政府か組織かは知らんが、恐らく彼らが把握するリストにいないプレイヤーのことだろう。
まぁだから何だ、と言う話なのだが。
てか、なんか面白そうなのでもう少し見ておくとしようかな。
「此処ら一帯のモンスターの殆どをお前達が倒したらしいな」
誰か知らんガタイの良い男が物凄く上から目線で発言しているが……俺なら恥ずかしくてそんなイキった態度出来ないね。
「な、なんて図太い……自分達はほぼ何もしてないくせに……」
ほら、アリサもそう言ってるぞ。
何してんのよ異能連合。
俺が内心呆れ返っていると……流石俺の親友なだけあり、彰が盛大に吹き出した。
「ブハッ!! ギャハハハハハ! こ、コイツ頭おかしい……! 自分達は何もしてないのに『此処ら一体のモンスターはお前達が倒したらしいな』って……アホだろ! なぁ草薙、俺以上の馬鹿がいるぜ! 絶対知力50以下で草ぁ!」
「き、貴様……此方が下手に出ていたら良い気に……」
「え、下手? 超絶上からの勘違いでは? 貴方、下手に出るって言葉の意味知ってますか? ま、俺の方がアンタより1枚上手みたいですけど」
そういって爆笑する彰と、怒り心頭といった感じに顔を真っ赤にしてプルプル震えている組織の男。
取り敢えず口喧嘩は彰の圧勝だったな。
「あ、あんなに組織の人間に言う人がいるなんて……」
「あー……彰は何も考えてないからな。その場のノリで生きてる様な奴だし」
「え……」
それならマズいんじゃ……的な目を向けるアリサとほぼ同タイミングで顔を真っ赤にした男が吠えた。

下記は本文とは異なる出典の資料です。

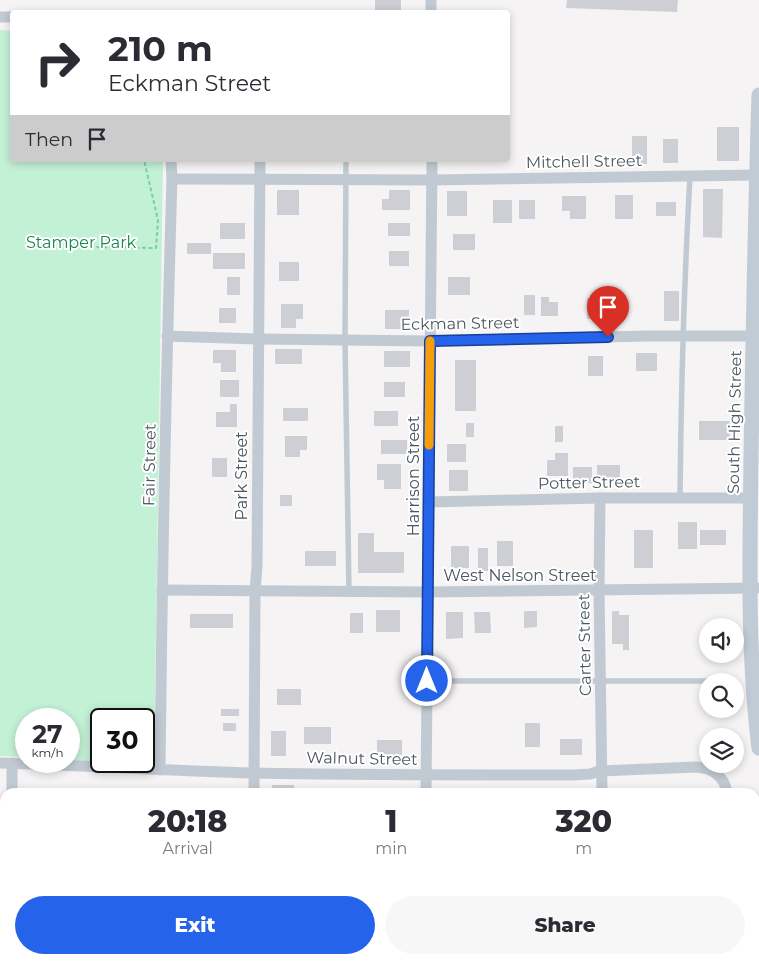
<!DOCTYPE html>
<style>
body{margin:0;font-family:Montserrat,sans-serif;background:#f7f7f7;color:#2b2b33;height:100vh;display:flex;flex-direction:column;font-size:19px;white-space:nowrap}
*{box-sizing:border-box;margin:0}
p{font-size:16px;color:#7c7c81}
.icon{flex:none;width:28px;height:28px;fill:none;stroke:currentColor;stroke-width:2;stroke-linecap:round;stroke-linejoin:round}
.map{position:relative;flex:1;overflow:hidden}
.side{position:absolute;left:0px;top:788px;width:760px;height:176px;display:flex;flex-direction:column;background:#fff;border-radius:15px 15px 0 0;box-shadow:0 2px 8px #0003}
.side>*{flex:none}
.banner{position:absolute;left:10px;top:10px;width:500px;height:152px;border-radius:5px;box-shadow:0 2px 8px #0003;background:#fff;color:#2b2b33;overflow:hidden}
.buttons{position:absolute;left:699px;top:618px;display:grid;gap:10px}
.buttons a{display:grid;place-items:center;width:45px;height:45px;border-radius:50%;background:#fff;box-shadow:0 2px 8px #0003;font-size:25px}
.speed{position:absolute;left:15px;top:708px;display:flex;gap:10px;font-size:25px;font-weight:700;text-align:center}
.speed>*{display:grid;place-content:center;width:65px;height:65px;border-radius:50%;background:#fff;box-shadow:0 2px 8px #0003;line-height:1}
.speed small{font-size:12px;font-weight:400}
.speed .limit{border:2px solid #111;border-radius:8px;background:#fff;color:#111}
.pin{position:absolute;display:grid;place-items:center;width:42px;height:42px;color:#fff;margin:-51px -21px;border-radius:50% 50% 50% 0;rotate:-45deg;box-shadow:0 0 5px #0007}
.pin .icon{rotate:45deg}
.me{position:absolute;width:55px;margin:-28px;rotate:0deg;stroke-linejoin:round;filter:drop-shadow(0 0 4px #0008)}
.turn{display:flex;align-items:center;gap:18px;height:105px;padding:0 15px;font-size:22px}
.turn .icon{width:65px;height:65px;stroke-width:2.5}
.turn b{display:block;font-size:35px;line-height:42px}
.then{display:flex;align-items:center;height:48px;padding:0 15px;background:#0003;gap:10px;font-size:19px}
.eta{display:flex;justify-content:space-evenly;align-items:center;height:85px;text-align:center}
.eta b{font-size:30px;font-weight:800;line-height:35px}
.button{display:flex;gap:10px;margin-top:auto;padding:10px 15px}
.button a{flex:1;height:58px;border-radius:30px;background:#2563eb;color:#fff;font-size:20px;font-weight:800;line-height:58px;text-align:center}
.button a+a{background:#f7f7f7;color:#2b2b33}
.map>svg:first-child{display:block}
</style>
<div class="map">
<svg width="759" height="963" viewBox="0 0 759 963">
<rect width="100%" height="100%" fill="#f5f3f3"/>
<!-- green -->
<path fill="#c3f1d5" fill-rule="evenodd" d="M0,30l12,1v129h151l-9,604 -85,-4v-41h-43v38l-26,-1zM101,719h43v42h-43z"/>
<!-- building -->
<g fill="#cdcfd5">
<rect x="375" y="0" width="26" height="12"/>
<polygon points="567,0 678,0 677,12 566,8"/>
<rect x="717" y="127" width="22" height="34"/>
<rect x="632" y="136" width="15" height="28"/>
<rect x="663" y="139" width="15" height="24"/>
<polygon points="703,189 723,189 722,238 703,237"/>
<rect x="277" y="190" width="22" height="25"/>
<polygon points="389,190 410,190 410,210 382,210 382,199 389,199"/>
<rect x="447" y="191" width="20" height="25"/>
<rect x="615" y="195" width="18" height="24"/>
<polygon points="562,196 586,196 586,219 570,219 570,211 562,211"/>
<rect x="493" y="200" width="19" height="23"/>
<rect x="519" y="200" width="16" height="19"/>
<rect x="656" y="202" width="20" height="14"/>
<rect x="220" y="223" width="25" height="16"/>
<rect x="388" y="223" width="22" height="13"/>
<rect x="453" y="234" width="22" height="16"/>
<rect x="187" y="243" width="24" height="11"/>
<rect x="389" y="251" width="20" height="15"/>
<rect x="213" y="253" width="32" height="16"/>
<rect x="279" y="262" width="20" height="19"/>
<rect x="227" y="277" width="13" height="18"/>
<rect x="448" y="277" width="22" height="18"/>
<rect x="664" y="291" width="15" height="30"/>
<rect x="524" y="295" width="11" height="20"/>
<polygon points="541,297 549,297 549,302 558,302 558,316 541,316"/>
<rect x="587" y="298" width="17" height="21"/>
<polygon points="281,304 303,304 303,319 296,319 296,328 281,328"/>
<rect x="219" y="308" width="17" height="15"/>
<rect x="385" y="310" width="24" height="19"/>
<rect x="275" y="349" width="27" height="15"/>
<polygon points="213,350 236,350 236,372 221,372 221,363 213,363"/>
<rect x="384" y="351" width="26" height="16"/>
<rect x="636" y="353" width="21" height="18"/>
<rect x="588" y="356" width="15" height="20"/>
<rect x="455" y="360" width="21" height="51"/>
<rect x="220" y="380" width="19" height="17"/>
<rect x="384" y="382" width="21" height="15"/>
<polygon points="230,404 237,404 237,427 216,427 216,412 230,412"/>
<rect x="283" y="408" width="25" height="13"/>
<rect x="374" y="411" width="24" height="15"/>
<rect x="699" y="421" width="31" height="19"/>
<rect x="466" y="423" width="8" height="14"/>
<rect x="555" y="426" width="8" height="16"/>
<polygon points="285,436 307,436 307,450 300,450 300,457 285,457"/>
<rect x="381" y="440" width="26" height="14"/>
<rect x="447" y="444" width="19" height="18"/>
<polygon points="555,453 568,453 568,476 547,476 547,460 555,460"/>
<rect x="212" y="458" width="15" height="19"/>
<polygon points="377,464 401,464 401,489 384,489 384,480 377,480"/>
<rect x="597" y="465" width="23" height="17"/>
<rect x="573" y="467" width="19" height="16"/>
<rect x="449" y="470" width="19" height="21"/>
<rect x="280" y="495" width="12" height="11"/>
<rect x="678" y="522" width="19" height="27"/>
<rect x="634" y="530" width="19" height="38"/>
<rect x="700" y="530" width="26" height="15"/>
<polygon points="358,533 374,533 374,552 404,552 404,573 358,573"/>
<rect x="497" y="541" width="16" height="25"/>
<rect x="451" y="546" width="18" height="22"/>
<rect x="478" y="548" width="10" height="23"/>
<rect x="305" y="551" width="31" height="15"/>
<rect x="376" y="610" width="24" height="22"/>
<polygon points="524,611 537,611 537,627 524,628"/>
<polygon points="612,611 619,611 619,615 629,615 629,650 623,650 623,644 612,644"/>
<polygon points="446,612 463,612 463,638 446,639"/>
<polygon points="474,612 490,612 491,633 475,633"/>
<rect x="350" y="613" width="13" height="20"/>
<rect x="190" y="614" width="43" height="14"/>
<rect x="277" y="689" width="24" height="16"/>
<rect x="221" y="709" width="18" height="7"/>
<rect x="223" y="723" width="13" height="8"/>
<rect x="525" y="723" width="15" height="24"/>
<rect x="304" y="727" width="27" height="17"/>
<rect x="271" y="731" width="15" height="25"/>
<rect x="560" y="739" width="22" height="16"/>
<rect x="377" y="740" width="25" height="15"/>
<rect x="272" y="785" width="22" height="7"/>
<rect x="215" y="789" width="23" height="3"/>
</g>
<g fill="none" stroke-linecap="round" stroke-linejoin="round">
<!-- path -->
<polyline stroke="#7ad0a6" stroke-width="2" stroke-dasharray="4 2.5" stroke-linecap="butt" points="90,247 156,248 158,220 144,160"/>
<!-- service -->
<g stroke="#c1cad2" stroke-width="5.5">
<polyline points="346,160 345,340 349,592"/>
<path d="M680,498c1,-108 4,-215 10,-322"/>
<polyline points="427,681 713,681"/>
</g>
<!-- minor -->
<g stroke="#c1cad2" stroke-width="11">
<polyline points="431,0 431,12"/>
<polyline points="0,17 12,17"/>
<polyline points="172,179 432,180 756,175"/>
<polyline points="167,336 258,339 430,341 647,336 753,336"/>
<polyline points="600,498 599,590 602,792"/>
<polyline points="429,502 600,498 751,498"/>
<polyline points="162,590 428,592 759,588"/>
<path d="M0,763c84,2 169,8 253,10 107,2 214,2 321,2l16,-1 9,-3 97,-4c16,1 28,9 31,25"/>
<path d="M160,770c2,-197 6,-394 12,-591l-1,-19"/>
<polyline points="12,792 12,763"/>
<polyline points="254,792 255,591 257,566 260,160"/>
<polyline points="426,792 432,160"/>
<polyline points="755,865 759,864"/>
<polyline points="0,888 5,888"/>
<polyline points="0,947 5,939"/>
<polyline points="254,959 254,963"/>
<polyline points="425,963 425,959"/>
<polyline points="510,963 520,959"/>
</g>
<!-- secondary -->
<path stroke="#c1cbd6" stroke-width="15" d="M759,95c-4,121 -6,242 -8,363 -1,97 -4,194 8,290"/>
<!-- rail casing -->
<g stroke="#b5b8bd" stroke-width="5">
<g id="rail">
<polyline points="755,899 759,897"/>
<polyline points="603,963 613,959"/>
</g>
</g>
<!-- rail -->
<use href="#rail" stroke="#fff" stroke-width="3" stroke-dasharray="9" stroke-linecap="butt"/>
</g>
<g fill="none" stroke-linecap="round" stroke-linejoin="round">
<!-- route casing -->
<g stroke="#184099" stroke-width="12">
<polyline id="route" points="427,681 430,341 608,337"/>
</g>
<!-- route -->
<use href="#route" stroke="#2563eb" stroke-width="9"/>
<!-- slow -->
<polyline stroke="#f59e0b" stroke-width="9" points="429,445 430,341"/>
</g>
<g text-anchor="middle" stroke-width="4" stroke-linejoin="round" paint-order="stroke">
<!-- street labels -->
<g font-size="16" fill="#4a5661" stroke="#fff">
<text transform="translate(584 161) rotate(-1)" y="6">Mitchell Street</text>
<text transform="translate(460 323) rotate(-1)" y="6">Eckman Street</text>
<text transform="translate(734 422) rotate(-89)" y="6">South High Street</text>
<text transform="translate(149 465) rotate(-89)" y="6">Fair Street</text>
<text transform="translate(241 476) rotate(-90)" y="6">Park Street</text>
<text transform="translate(413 476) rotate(-90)" y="6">Harrison Street</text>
<text transform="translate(589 482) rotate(-1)" y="6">Potter Street</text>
<text x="520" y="581">West Nelson Street</text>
<text transform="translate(584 645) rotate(-91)" y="6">Carter Street</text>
<text transform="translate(362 758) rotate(1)" y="6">Walnut Street</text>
</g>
<!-- park labels -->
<g font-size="16" fill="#17864f" stroke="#fff">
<text x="81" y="248">Stamper Park</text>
</g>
</g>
</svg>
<div class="buttons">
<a><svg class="icon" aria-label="sound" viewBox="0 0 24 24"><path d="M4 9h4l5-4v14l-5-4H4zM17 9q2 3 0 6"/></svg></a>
<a><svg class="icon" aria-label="search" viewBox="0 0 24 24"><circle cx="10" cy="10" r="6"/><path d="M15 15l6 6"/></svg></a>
<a><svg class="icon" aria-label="layers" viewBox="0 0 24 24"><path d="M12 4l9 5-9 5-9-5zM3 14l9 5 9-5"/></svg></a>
</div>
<div class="speed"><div>27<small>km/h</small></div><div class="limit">30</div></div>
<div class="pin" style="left:608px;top:337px;background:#d93025"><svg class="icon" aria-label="arrive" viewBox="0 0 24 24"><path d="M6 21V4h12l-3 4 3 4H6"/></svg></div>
<svg class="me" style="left:427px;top:681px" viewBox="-20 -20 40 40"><circle r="17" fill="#2563eb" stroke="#fff" stroke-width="3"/><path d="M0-11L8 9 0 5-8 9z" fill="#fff"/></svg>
<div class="banner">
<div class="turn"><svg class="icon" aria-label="right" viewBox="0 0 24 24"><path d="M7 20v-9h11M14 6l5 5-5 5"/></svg><div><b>210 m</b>Eckman Street</div></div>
<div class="then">Then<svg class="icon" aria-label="arrive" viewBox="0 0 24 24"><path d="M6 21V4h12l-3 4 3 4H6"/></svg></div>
</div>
<section class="side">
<div class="eta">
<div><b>20:18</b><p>Arrival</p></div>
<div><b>1</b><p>min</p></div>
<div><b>320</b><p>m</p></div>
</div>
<div class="button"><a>Exit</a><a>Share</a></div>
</section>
</div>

「巫山戯るなよガキ共ッ!! 貴様ら未登録覚醒者のくせに『異能連合』の俺に逆らうなんぞ、断じてあってはならない———ッ!?」
「いいぞ、続けて」
俺は、彰に放たれた銃弾を一瞬にも満たない間に移動して摘む。
そんな突然現れた俺に驚いて言葉を止めた男に発言を促すと……先に彰が嬉しそうに口を開いた。
「維斗! お前、いつの間に戻ってたんだよ!」
「ついさっきだよ、彰。ところで……なんか面白そうなことになってんな」
「ねぇ、赤崎君……私はどうすれば良いのかしら?」
いつの間にか涼しい顔で剣の柄に手を掛けた草薙が、俺に問う。
その問いの意味を理解した俺は———。
「ごめん、さっきはどうぞ続けてって言ったけど……やっぱ黙ってて貰ってもいい?」
「ガハッ!?」
物凄く手加減して男の額にデコピンし、死なない程度の力で投げ飛ばした。
突然のことで、相手のバトルスーツを着た人達も、彰も驚いて固まっている。
「草薙、これが俺の答えだ。どうせ敵対してんだ。囲まれたんなら吹き飛ばすしかないだろ」
「良いわ、私も力ずくは好きよ。丁度良いし私の力の確認をさせてもらうわ」
「え、あ、俺はパスするわ。なんか殺しそうだし」
彰が早速戦うのを拒否したので、俺と草薙で残り後19人を相手にするわけか。
ま、余裕だな。
「へばるなよ、草薙」
「貴方はちゃんと手加減するのよ、赤崎君」
「分かってるって、任せな」
「か、かかれぇええええええええ!!」
「「「「「「お、おおおお!!」」」」」」
俺は迫り来る銃弾の嵐を全てはたき落として組織の人間の懐に入り込み、腹にデコピンを撃ち込んだ。